Fifth Circuit Review: November 2014

November brought four bankruptcy opinions from the Fifth Circuit covering everything from interpleader to Navajo law.

Holt Texas, Ltd. v. Zaylor (In re T.S.C. Seiber Services, L.C.), No. 13-41153 (5th Cir. 11/3/14), opinion found here.   This case was about property of the estate but turned on Texas state law.  A property owner hired the Debtor to build a pipeline.  The Debtor did not pay its subcontractors.   The property owner filed an interpleader action to determine who should receive the remaining funds.    The Bankruptcy Court ruled that the subcontractors did not have a valid lien against the interpled funds and that they were property of the estate.   The Fifth Circuit reversed, finding that the subcontractors had valid liens against the interpleaded funds.   The case has a great quote on why the mere act of interpleading funds does not immediately relieve the interpleading party from liability:
If this were so, the interpleader would be the final judge of its own legal obligations relative to the dispute, by depositing a sum solely determined by it, washing its hands of any relationship to the dispute and walking away whistling Yankee Doodle.  
Opinion, p.9.   The opinion has good discussions of Texas mineral lien law and interpleader.  

Barron & Newburger, P.C. v.
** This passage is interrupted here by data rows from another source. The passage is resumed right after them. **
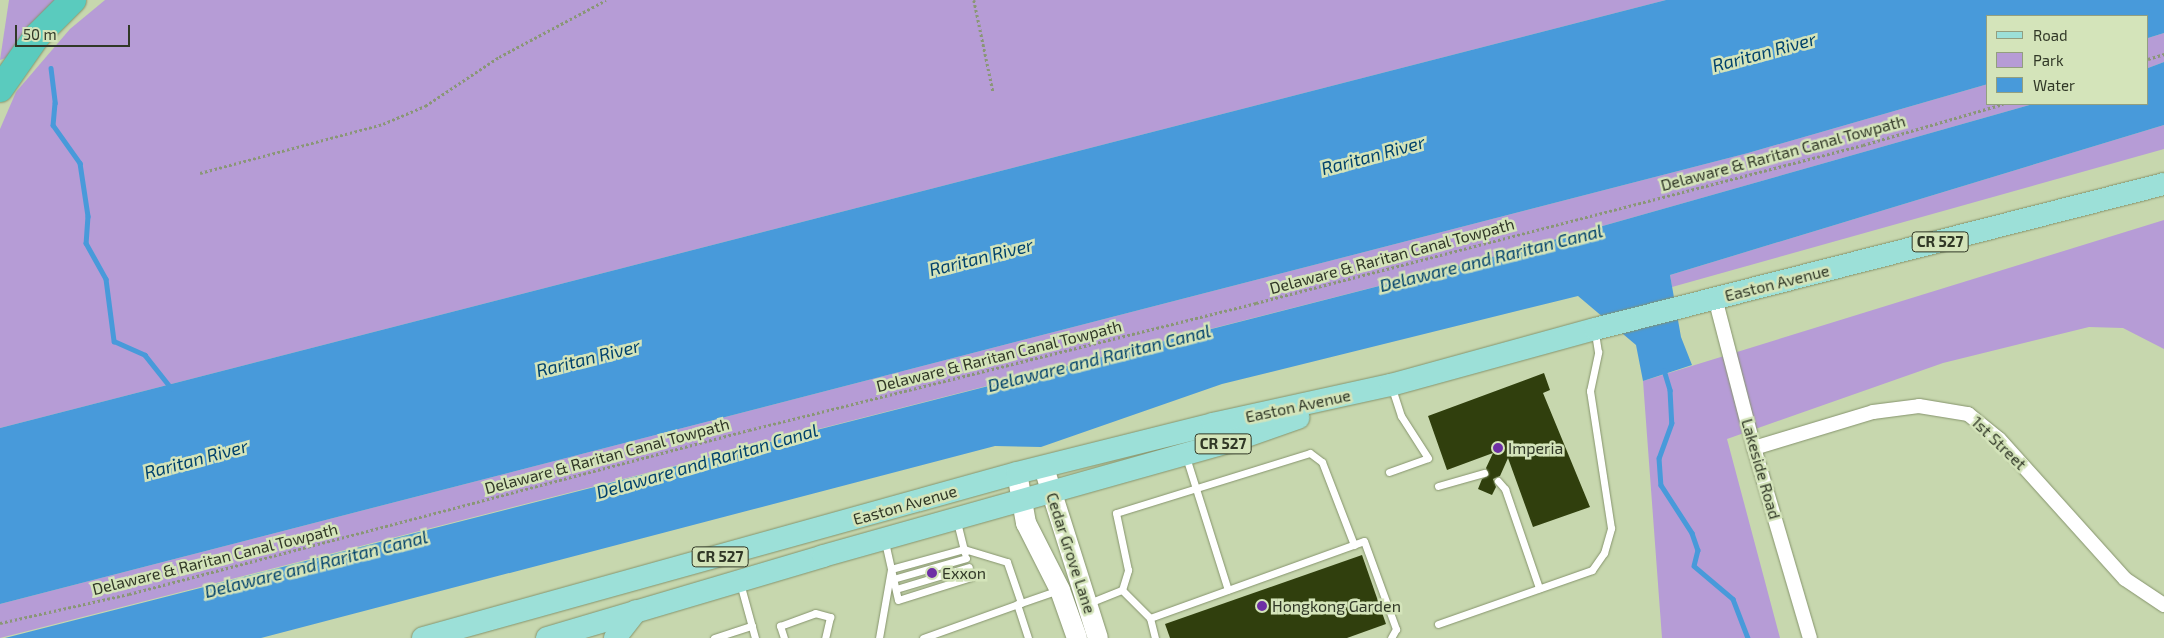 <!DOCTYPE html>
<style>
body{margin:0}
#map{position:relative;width:2164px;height:638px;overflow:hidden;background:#c7d7ae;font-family:"Exo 2",sans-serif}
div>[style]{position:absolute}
.green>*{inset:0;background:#b69cd6}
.water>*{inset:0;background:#489ada}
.stream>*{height:4.5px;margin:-2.25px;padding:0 2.25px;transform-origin:2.25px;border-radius:2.25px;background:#489ada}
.building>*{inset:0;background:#303f0d}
.path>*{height:2.5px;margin-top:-1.25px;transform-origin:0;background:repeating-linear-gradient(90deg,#8a9677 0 2.5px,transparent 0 5px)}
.roads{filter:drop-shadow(0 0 1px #86946d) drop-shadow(0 0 1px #86946d)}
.lane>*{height:7px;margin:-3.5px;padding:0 3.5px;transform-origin:3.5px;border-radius:3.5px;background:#fff}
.street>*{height:14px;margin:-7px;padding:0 7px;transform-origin:7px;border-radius:7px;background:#fff}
.secondary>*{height:20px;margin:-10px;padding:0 10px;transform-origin:10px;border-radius:10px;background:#fff}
.primary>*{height:22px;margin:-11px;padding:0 11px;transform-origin:11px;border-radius:11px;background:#9ce0d8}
.highway>*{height:26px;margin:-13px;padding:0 13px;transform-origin:13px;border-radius:13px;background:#5acbbe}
.dots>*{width:14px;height:14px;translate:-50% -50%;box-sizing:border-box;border:2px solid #d4e4ba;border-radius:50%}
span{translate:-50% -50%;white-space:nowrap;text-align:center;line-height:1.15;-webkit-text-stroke:5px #d4e4ba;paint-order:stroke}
.shield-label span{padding:1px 4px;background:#d4e4ba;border:1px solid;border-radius:4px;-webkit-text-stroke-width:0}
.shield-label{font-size:15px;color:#313827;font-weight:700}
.street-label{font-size:16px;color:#313827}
.poi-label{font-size:16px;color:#313827}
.left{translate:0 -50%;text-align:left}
.water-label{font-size:18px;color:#00416b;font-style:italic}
.legend{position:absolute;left:1986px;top:15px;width:162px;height:90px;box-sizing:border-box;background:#d4e4ba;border:1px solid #939f7f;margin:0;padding:6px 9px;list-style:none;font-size:15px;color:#313827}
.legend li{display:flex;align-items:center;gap:10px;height:25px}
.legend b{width:25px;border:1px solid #939f7f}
.scale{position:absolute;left:15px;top:25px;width:115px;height:22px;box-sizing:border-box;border:2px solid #313827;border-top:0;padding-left:6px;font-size:15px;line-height:18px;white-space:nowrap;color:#313827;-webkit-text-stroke:4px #d4e4ba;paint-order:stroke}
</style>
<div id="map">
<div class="green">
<div style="clip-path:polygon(9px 0,58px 0,6px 58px,0 60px)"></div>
<div style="clip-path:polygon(105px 0,1666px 0,0 428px,0 129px,16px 92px,70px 29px)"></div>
<div style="clip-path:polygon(2164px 33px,2164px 62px,2148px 68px,2148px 38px)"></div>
<div style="clip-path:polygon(1988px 84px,1988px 104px,2033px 104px,1500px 255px,0 638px,0 604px,1748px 153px)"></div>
<div style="clip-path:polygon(2164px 125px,2164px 149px,1672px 287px,1670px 275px)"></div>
<div style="clip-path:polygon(2164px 220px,2164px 349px,2123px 328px,2089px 327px,1943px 363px,1727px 439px,1780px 638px,1662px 638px,1643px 381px)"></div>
</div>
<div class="water">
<div style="clip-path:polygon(1666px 0,2164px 0,2164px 33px,2148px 38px,2148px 16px,1988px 16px,1988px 84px,1748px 153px,0 604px,0 428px)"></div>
<div style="clip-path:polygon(2164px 62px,2164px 125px,1670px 275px,1681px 337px,1692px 365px,1643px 381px,1636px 345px,1578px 296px,1222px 384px,1041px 447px,995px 446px,261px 638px,5px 638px,1500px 255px,2033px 104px,2148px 104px,2148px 68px)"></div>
</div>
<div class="stream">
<div style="left:51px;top:68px;width:35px;rotate:83deg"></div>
<div style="left:55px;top:103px;width:22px;rotate:95deg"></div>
<div style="left:53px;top:125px;width:47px;rotate:54.6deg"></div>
<div style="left:80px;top:163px;width:54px;rotate:81.4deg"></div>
<div style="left:88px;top:216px;width:27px;rotate:94deg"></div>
<div style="left:86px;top:243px;width:41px;rotate:60.9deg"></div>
<div style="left:106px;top:279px;width:63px;rotate:82.6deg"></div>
<div style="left:114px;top:341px;width:34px;rotate:24deg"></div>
<div style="left:145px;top:355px;width:43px;rotate:51.5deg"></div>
<div style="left:1664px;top:370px;width:21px;rotate:73deg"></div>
<div style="left:1670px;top:390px;width:33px;rotate:87deg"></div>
<div style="left:1672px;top:423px;width:37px;rotate:110deg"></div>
<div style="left:1659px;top:458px;width:27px;rotate:86deg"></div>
<div style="left:1661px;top:485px;width:57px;rotate:57.1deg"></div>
<div style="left:1692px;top:533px;width:18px;rotate:71deg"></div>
<div style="left:1698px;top:550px;width:16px;rotate:104deg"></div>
<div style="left:1694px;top:566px;width:51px;rotate:40.2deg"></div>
<div style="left:1733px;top:599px;width:42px;rotate:69deg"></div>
</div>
<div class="building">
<div style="clip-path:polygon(1544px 373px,1550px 390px,1543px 393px,1590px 507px,1533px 527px,1508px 458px,1500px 476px,1493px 479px,1496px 487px,1492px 495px,1478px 489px,1482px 479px,1489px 475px,1486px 468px,1493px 453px,1447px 470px,1428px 416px)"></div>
<div style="clip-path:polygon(1362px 555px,1386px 624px,1347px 638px,1170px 638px,1165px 624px)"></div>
</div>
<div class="path">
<div style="left:974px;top:0;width:93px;rotate:78.2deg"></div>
<div style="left:2148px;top:59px;width:17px;rotate:-17deg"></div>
<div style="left:200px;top:173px;width:189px;rotate:-15deg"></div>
<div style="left:383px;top:124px;width:46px;rotate:-23.2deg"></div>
<div style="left:425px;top:106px;width:89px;rotate:-33.5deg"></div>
<div style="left:499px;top:57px;width:121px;rotate:-28deg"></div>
<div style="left:0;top:623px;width:132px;rotate:-12.7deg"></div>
<div style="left:129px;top:594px;width:641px;rotate:-14.82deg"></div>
<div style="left:749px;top:430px;width:523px;rotate:-14.06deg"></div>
<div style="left:1256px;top:303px;width:627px;rotate:-14.59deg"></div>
<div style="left:1863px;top:145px;width:146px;rotate:-16.3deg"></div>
</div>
<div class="roads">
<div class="lane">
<div style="left:1186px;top:457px;width:139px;rotate:72.5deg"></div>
<div style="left:1389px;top:472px;width:41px;rotate:-19.7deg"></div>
<div style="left:1428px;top:458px;width:50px;rotate:-122.7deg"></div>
<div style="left:1401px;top:416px;width:28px;rotate:-108deg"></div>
<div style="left:1498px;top:481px;width:11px;rotate:49deg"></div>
<div style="left:1505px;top:489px;width:105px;rotate:71deg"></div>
<div style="left:1438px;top:486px;width:48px;rotate:-15.8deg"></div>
<div style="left:957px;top:522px;width:32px;rotate:76deg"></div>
<div style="left:885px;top:542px;width:59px;rotate:77.4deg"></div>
<div style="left:898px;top:600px;width:77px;rotate:-17.5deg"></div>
<div style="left:893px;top:579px;width:76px;rotate:-16deg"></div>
<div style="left:740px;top:583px;width:57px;rotate:74.7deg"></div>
<div style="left:896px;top:589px;width:76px;rotate:-16.8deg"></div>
<div style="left:1122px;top:590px;width:21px;rotate:-73deg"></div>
<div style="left:1128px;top:570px;width:58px;rotate:-101.9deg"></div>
<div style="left:1116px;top:513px;width:203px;rotate:-17.2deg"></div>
<div style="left:1310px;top:453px;width:15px;rotate:37deg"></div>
<div style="left:1322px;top:462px;width:89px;rotate:68.9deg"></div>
<div style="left:1021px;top:603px;width:39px;rotate:-19deg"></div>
<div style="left:1089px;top:603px;width:35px;rotate:-22deg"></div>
<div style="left:1122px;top:590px;width:40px;rotate:45deg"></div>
<div style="left:1150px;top:618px;width:21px;rotate:76deg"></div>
<div style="left:1017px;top:604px;width:36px;rotate:72deg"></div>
<div style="left:1150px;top:618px;width:227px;rotate:-19.8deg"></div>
<div style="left:1364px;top:541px;width:94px;rotate:70deg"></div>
<div style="left:1396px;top:629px;width:10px;rotate:119deg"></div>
<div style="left:1438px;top:624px;width:163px;rotate:-19.3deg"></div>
<div style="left:1592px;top:570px;width:21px;rotate:-55deg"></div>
<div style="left:1604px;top:553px;width:26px;rotate:-74deg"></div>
<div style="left:1611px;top:528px;width:139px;rotate:-98.7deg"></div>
<div style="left:1590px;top:391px;width:40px;rotate:-78deg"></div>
<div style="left:1598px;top:352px;width:20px;rotate:-99deg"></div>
<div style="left:714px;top:638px;width:40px;rotate:-18deg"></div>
<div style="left:784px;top:638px;width:13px;rotate:-108deg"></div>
<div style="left:780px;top:626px;width:37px;rotate:-20deg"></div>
<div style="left:815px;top:613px;width:16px;rotate:15deg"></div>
<div style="left:830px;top:617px;width:22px;rotate:103deg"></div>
<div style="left:879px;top:638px;width:70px;rotate:-80.1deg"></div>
<div style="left:891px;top:569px;width:76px;rotate:-15.3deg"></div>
<div style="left:964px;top:549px;width:45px;rotate:16.8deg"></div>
<div style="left:1007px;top:562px;width:43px;rotate:71.1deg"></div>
<div style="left:1021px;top:603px;width:104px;rotate:160.3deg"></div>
</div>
<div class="street">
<div style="left:1715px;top:298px;width:155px;rotate:75.4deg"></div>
<div style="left:1754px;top:448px;width:198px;rotate:73.6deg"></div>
<div style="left:1754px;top:448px;width:124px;rotate:-16.8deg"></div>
<div style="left:1873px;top:412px;width:46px;rotate:-7.4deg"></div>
<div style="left:1919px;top:406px;width:50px;rotate:9.3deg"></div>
<div style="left:1968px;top:414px;width:40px;rotate:39deg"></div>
<div style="left:1999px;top:439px;width:188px;rotate:48deg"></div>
<div style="left:2125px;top:579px;width:47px;rotate:33.7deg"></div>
</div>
<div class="secondary">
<div style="left:1044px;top:468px;width:178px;rotate:72.4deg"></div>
<div style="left:1017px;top:473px;width:51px;rotate:79.8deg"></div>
<div style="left:1026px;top:523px;width:75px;rotate:63.1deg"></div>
<div style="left:1060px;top:590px;width:51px;rotate:70.5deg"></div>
</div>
<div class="primary">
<div style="left:423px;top:638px;width:616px;rotate:-15.52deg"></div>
<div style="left:1017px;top:473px;width:202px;rotate:-14deg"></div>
<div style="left:1213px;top:424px;width:182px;rotate:-12.4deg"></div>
<div style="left:1391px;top:385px;width:212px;rotate:-15.4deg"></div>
<div style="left:1595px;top:329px;width:587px;rotate:-14.3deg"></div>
<div style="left:547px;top:638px;width:288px;rotate:-16.5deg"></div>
<div style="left:823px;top:556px;width:431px;rotate:-15.7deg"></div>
<div style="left:1238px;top:439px;width:64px;rotate:-19.3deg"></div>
<div style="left:615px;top:638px;width:34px;rotate:-52deg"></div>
</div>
<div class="highway">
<div style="left:0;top:89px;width:65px;rotate:-55.1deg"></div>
<div style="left:37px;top:36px;width:51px;rotate:-45deg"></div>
</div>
</div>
<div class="dots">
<div style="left:1498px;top:448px;background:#6e2fa4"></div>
<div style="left:932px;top:573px;background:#6e2fa4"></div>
<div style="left:1262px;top:606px;background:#6e2fa4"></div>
</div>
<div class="shield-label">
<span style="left:1940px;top:242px">CR 527</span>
<span style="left:1223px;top:444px">CR 527</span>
<span style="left:720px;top:557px">CR 527</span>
</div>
<div class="street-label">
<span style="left:1783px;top:153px;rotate:-15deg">Delaware &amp; Raritan Canal Towpath</span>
<span style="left:1392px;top:256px;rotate:-15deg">Delaware &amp; Raritan Canal Towpath</span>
<span style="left:1777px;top:283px;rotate:-14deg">Easton Avenue</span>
<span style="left:999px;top:356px;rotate:-14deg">Delaware &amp; Raritan Canal Towpath</span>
<span style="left:1298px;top:406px;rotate:-12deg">Easton Avenue</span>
<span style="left:1999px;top:443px;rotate:44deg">1st Street</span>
<span style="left:607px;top:456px;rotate:-15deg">Delaware &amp; Raritan Canal Towpath</span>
<span style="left:1761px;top:469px;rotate:74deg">Lakeside Road</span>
<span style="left:905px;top:505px;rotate:-16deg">Easton Avenue</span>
<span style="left:1071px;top:553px;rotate:72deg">Cedar Grove Lane</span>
<span style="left:215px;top:559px;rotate:-14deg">Delaware &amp; Raritan Canal Towpath</span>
</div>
<div class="poi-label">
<span class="left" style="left:1508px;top:448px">Imperia</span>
<span class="left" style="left:942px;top:573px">Exxon</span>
<span class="left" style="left:1272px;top:606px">Hongkong Garden</span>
</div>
<div class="water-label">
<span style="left:1764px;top:52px;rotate:-15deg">Raritan River</span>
<span style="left:1373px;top:155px;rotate:-15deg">Raritan River</span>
<span style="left:981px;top:257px;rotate:-14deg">Raritan River</span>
<span style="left:1491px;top:258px;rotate:-14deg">Delaware and Raritan Canal</span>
<span style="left:588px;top:358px;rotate:-14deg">Raritan River</span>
<span style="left:1099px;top:358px;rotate:-14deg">Delaware and Raritan Canal</span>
<span style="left:196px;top:459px;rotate:-15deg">Raritan River</span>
<span style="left:707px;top:461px;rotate:-16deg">Delaware and Raritan Canal</span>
<span style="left:316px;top:564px;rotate:-14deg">Delaware and Raritan Canal</span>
</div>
<ul class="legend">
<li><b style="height:6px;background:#9ce0d8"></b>Road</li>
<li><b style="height:14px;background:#b69cd6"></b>Park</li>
<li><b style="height:14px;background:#489ada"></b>Water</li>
</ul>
<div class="scale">50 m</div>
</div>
Texas Skyline Interests, et al (In re Woerner), No. 13-50075 (5th Cir. 11/5/14), opinion found here.   The Fifth Circuit vacated its prior opinion reported at 758 F.3d 693 and agreed to grant en banc review in a case challenging the holding contained in Matter of Pro-Snax Distributors, Inc. , 157 F.3d 414 (5th Cir. 1998) where the court held that professional services must result in an identifiable, material and tangible benefit in order to be compensated.   In an important development, the United States Trustee supported rehearing en banc.   Disclosure:  My firm is the Appellant in this case.

 Orrill, Cordell, & Beary, L.L.C., v. Kaye (Matter of Kaye), No. 13-31123 (5th Cir. 11/17/14)(unpublished), opinion found here.   This case concerns whether an order is final for purposes of appeal.    Orrill, Cordell & Beary, LLP was employed as special counsel for the Trustee on a contingency fee basis.  It appealed the Bankruptcy Court’s calculation of the amount of its fee.   The District Court affirmed in part and reversed in part.  The District Court found that the Bankruptcy Court did not have a sufficient basis for calculating the value of the contingent fee and remanded for a new determination.  The firm appealed to the Fifth Circuit.   The Fifth Circuit dismissed the appeal for lack of jurisdiction for the reason that the order remanding the case was not a final judgment.   The Court explained that an order remanding is not final if it requires “extensive further proceedings” as opposed to merely ministerial tasks.   Because the Bankruptcy Court was required to conduct a new factual hearing, the order was not final for purposes of appeal.

Morton v. Yonkers (Matter of Vallecito Gas, LLC), No. 13-10926 (5th Cir. 11/19/14), opinion be found here.   This case concerns the interest of certain overriding royalty holders who purchased their interests from a third party after the bankruptcy case had been filed.   Morton was Trustee for Vallecito Gas, LLC.  Its primary asset was an oil and gas lease known as the Hogback Lease.   Morton went to sell the lease only to find out that a related party had sold overriding royalty interests in the lease.   Morton sought to void the sales on the basis that the assignment had not been approved by the Navajo Nation where the lease was located.   Additionally, he argued that they were not good faith purchasers entitled to a credit against the estate for the amounts they had paid.   The Bankruptcy Court found that the Trustee could not raise lack of consent for the transfer and that the purchasers had acted in good faith even though the seller had acted fraudulently.    The Fifth Circuit affirmed.